Spotkanie w miejscowości Czarne zakończyło się wielką awanturą.
Spotkanie w miejscowości Czarne zakończyło się wielką awanturą. Fot. facebook.com/osrodek.monitorowania

Wydawało się, że widzieliśmy już wszystko, ale tak żenujące zachowania zdarzają się naprawdę rzadko. W niewielkiej miejscowości Czarne pracownik Biura Edukacji Instytutu Pamięci Narodowej w Gdańsku Piotr Szubarczyk po prostu wpadł w szał. A wszystko dlatego, że niektórzy ze zgromadzonych mieli inne zdanie niż on w sprawie Żołnierzy Wyklętych.

REKLAMA
Sprawę nagłośnił Ośrodek Monitorowania Zachowań Rasistowskich i Ksenofobicznych, który zamieścił na swoim Facebooku nagranie z "popisem" Piotra Szubarczyka.

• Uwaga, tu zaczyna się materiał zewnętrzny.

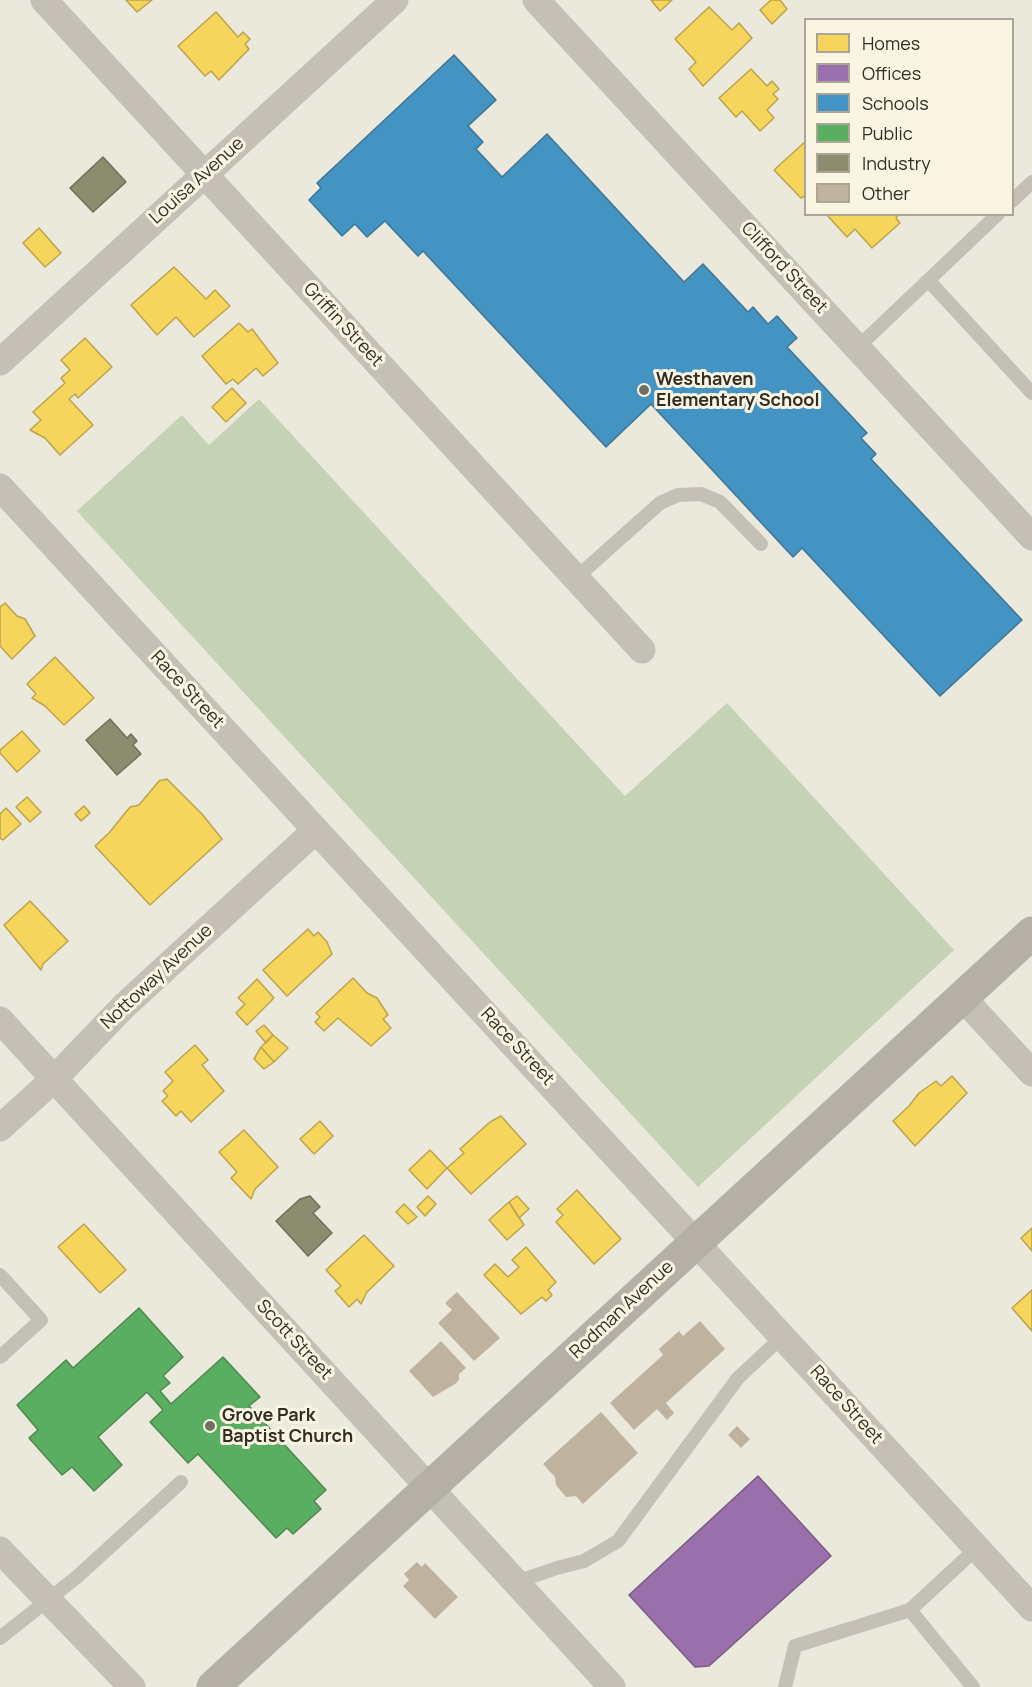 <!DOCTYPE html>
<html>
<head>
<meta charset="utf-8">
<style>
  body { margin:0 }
  #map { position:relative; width:1032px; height:1687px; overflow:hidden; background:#ebe8dc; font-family:Manrope,sans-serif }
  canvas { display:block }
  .legend { position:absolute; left:804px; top:18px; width:210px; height:198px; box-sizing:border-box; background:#f9f5e2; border:2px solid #aaa596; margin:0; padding:8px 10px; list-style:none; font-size:18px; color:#332e25 }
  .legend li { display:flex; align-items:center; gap:12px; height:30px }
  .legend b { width:30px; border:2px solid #aaa596 }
</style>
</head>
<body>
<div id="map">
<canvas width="1032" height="1687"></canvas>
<ul class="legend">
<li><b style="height:16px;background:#f6d55c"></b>Homes</li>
<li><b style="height:16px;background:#9970ab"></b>Offices</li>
<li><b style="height:16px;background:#4393c3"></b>Schools</li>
<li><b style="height:16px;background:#5aae61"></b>Public</li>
<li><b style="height:16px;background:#8c8c6e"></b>Industry</li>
<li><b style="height:16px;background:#bfb29e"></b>Other</li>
</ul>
</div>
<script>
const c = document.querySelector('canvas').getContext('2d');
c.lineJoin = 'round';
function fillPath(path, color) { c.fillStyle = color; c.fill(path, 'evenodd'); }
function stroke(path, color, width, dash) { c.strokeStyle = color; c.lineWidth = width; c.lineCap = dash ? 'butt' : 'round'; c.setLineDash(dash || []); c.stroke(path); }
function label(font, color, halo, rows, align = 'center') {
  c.font = font + ' Manrope,sans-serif'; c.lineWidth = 6; c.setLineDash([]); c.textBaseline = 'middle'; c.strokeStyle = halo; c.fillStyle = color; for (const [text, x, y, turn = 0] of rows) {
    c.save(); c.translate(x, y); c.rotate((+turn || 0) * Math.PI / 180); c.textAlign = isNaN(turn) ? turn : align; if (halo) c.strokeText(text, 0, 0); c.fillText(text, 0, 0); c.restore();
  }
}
const green = new Path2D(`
  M259,399L625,796L727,703L954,950L698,1187L77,511L182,415L209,445Z`);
const homes = new Path2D(`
  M126,0H152L137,12Z
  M651,0H672L660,11Z
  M771,0H780L787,9L772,24L760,10Z
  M709,7L732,30L739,23L752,38L703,86L689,69L696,62L675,39Z
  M216,12L238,37L243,32L250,39L245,44L249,49L219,80L211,71L205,76L178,46Z
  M751,69L767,86L772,81L779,89L773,94L778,99L767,110L774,118L760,131L742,111L736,117L719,98Z
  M806,141V195L801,198L774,170Z
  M826,214H899L896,218L900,223L872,248L855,229L847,237Z
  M39,228L61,253L45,267L23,243Z
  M174,267L206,299L215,290L230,306L194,337L176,317L157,335L131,305Z
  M239,323L248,332L252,329L278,363L263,376L256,368L238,384L233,379L226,384L202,356Z
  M85,338L112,367L78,398L75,394L69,399L93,425L60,455L45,438L30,430L41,420L33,412L65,383L61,378L70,370L61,360Z
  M232,388L246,403L226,422L212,407Z
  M5,603L17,616L25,619L35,636L12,659L0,646V607Z
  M55,657L94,698L64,725L45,706L32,698L36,694L27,684Z
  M22,731L40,751L17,772L0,753V750Z
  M167,779L202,814L222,839L150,905L95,846L109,833L130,807L139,805L159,781Z
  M27,797L41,812L30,822L16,807Z
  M84,806L90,813L81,821L75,814Z
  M6,808L21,824L3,840L0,838V814Z
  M30,901L68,941L43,964L41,970L4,925Z
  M308,929L314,936L318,932L327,942L332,954L287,996L263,970Z
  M353,978L367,993L377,998L388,1015L383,1019L391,1028L371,1046L338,1018L324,1031L315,1022L320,1017L316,1013Z
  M257,979L274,998L247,1025L236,1013L245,1004L238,998Z
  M264,1025L273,1035L266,1043L256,1031Z
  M273,1035L288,1048L274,1062L261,1047Z
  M195,1045L208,1060L202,1065L224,1091L191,1122L181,1111L176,1116L162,1101L168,1096L163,1091L173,1081L165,1072Z
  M261,1047L274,1062L264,1069L254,1059Z
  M952,1076L967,1093L915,1146L893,1121L909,1106L919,1093L936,1081L941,1086Z
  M501,1116L526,1144L471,1194L447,1168L464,1153L460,1149L490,1122Z
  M320,1121L333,1136L314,1154L300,1139Z
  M244,1130L278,1167L255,1189L251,1199L231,1178L237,1172L219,1152Z
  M430,1150L447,1168L427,1189L409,1170Z
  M577,1190L621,1239L594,1264L556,1222L563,1215L557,1209Z
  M428,1196L436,1204L425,1216L417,1207Z
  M517,1196L529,1209L519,1218L509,1202Z
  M509,1202L524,1225L507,1240L489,1220Z
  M404,1204L417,1217L408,1224L396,1212Z
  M84,1224L126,1270L100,1293L58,1247Z
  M1032,1228V1251L1021,1238Z
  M364,1235L394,1266L367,1292L361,1304L357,1299L349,1307L335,1291L341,1286L326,1270Z
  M526,1247L556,1282L548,1290L552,1295L546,1301L542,1297L521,1314L484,1275L495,1264L508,1277L519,1267L512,1260Z
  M1032,1290V1331L1012,1308Z`);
const offices = new Path2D(`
  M758,1476L831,1556L709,1666L695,1667L629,1595Z`);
const schools = new Path2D(`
  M454,55L496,100L468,126L483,142L476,149L502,177L547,134L684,282L703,264L748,312L753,307L768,324L777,316L797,338L787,347L867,433L861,438L876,454L871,459L1022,620L940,696L802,548L793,557L651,404L606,447L423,251L418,256L385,221L367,237L355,224L342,236L309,200L321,188L317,183Z`);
const public = new Path2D(`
  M139,1308L183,1357L163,1376L170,1383L160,1391L171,1404L223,1357L260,1397L249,1406L326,1490L314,1501L321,1509L293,1534L287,1528L276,1538L198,1454L188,1463L150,1422L163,1410L147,1392L98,1437L122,1465L94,1491L72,1467L62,1475L29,1438L38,1430L17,1405L66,1360L73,1368Z`);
const industry = new Path2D(`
  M103,157L126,182L93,212L70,188Z
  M110,719L127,738L131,734L137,741L133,745L141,754L117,775L86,740Z
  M310,1196L320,1207L313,1213L332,1233L308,1256L276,1221L300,1199Z`);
const building = new Path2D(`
  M457,1292L500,1338L474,1361L438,1323L452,1310L445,1303Z
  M700,1321L725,1349L666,1403L674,1413L667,1420L657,1409L634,1430L610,1403L663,1355L659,1349L679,1331L683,1336Z
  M441,1341L466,1368L459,1374V1380L455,1384L433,1397L409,1371Z
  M601,1412L638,1453L583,1504L576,1496L566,1497L556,1485L555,1477L543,1464Z
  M737,1426L750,1439L741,1448L728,1435Z
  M417,1562L422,1567L425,1563L458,1597L435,1619L403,1586L409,1580L404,1574Z`);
const lane = new Path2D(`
  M1012,201L1032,182
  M929,281L1032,393
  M857,348L998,214
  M576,578L660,503L678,495L701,494L720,502L761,544
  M0,1275L41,1320L0,1357
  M516,1582L557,1568L584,1561L618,1541L738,1378L783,1336
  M910,1610L977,1548
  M0,1638L78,1576L181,1482
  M785,1687L795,1646L910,1610L973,1687`);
const street = new Path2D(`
  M44,0L642,650
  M536,0L1032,537
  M0,362L395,0
  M0,487L1032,1608
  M962,997L1032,1073
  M0,1020L612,1687
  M0,1128L54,1079L124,1006L316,830
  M0,1550L132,1687`);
const secondary = new Path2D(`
  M213,1687L1032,933`);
const markers = [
  [644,390,6,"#736f65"],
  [210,1426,6,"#736f65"]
];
const streetNames = [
  ["Louisa Avenue",197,181,-42],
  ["Clifford Street",784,268,47],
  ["Griffin Street",343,325,47],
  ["Race Street",187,690,47],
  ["Nottoway Avenue",157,977,-43],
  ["Race Street",517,1047,47],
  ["Rodman Avenue",622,1310,-43],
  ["Scott Street",294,1340,47],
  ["Race Street",846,1405,48]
];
const poiNames = [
  ["Westhaven",656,380],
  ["Elementary School",656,401],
  ["Grove Park",222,1416],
  ["Baptist Church",222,1437]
];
fillPath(green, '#c5d2b6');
fillPath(homes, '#f6d55c');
stroke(homes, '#bca34c', 1.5);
fillPath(offices, '#9970ab');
stroke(offices, '#7a5c83', 1.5);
fillPath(schools, '#4393c3');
stroke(schools, '#3e7594', 1.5);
fillPath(public, '#5aae61');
stroke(public, '#4e884f', 1.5);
fillPath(industry, '#8c8c6e');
stroke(industry, '#717058', 1.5);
fillPath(building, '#bfb29e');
stroke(lane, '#c4c0b6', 14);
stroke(street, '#c4c0b6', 27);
stroke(secondary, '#b4b0a6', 33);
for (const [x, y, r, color] of markers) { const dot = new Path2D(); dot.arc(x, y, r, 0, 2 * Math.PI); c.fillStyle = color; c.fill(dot); stroke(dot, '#f9f5e2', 2); }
label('18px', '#332e25', '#f9f5e2', streetNames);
label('bold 18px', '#332e25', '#f9f5e2', poiNames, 'left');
</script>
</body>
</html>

Zaczęło się od tego, że pracownikowi IPN nie spodobało się, że ktoś w trakcie spotkania negował zasadność wystawienia pomnika Żołnierzy Wyklętych. Zwracano uwagę m.in. na zbrodnie na ludności cywilnej dokonane przez Zygmunta Szendzielarza "Łupaszkę". Szczególnie przypominał o tym – według serwisu czarne.naszemiasto.pl – emerytowany nauczyciel historii.
I wtedy Szubarczyk nie wytrzymał. – Proszę pana, co to za głupoty pan opowiada. Niech pan przeczyta rozkaz, albo niech pan się przymknie. Pan łże! Pan łże jak pies! Pan kłamie! Generał Okulicki nie powiedział, że nie należy rozlewać bratniej krwi! (...) Panie, przeczytaj pan ten rozkaz do cholery! – gorączkował się.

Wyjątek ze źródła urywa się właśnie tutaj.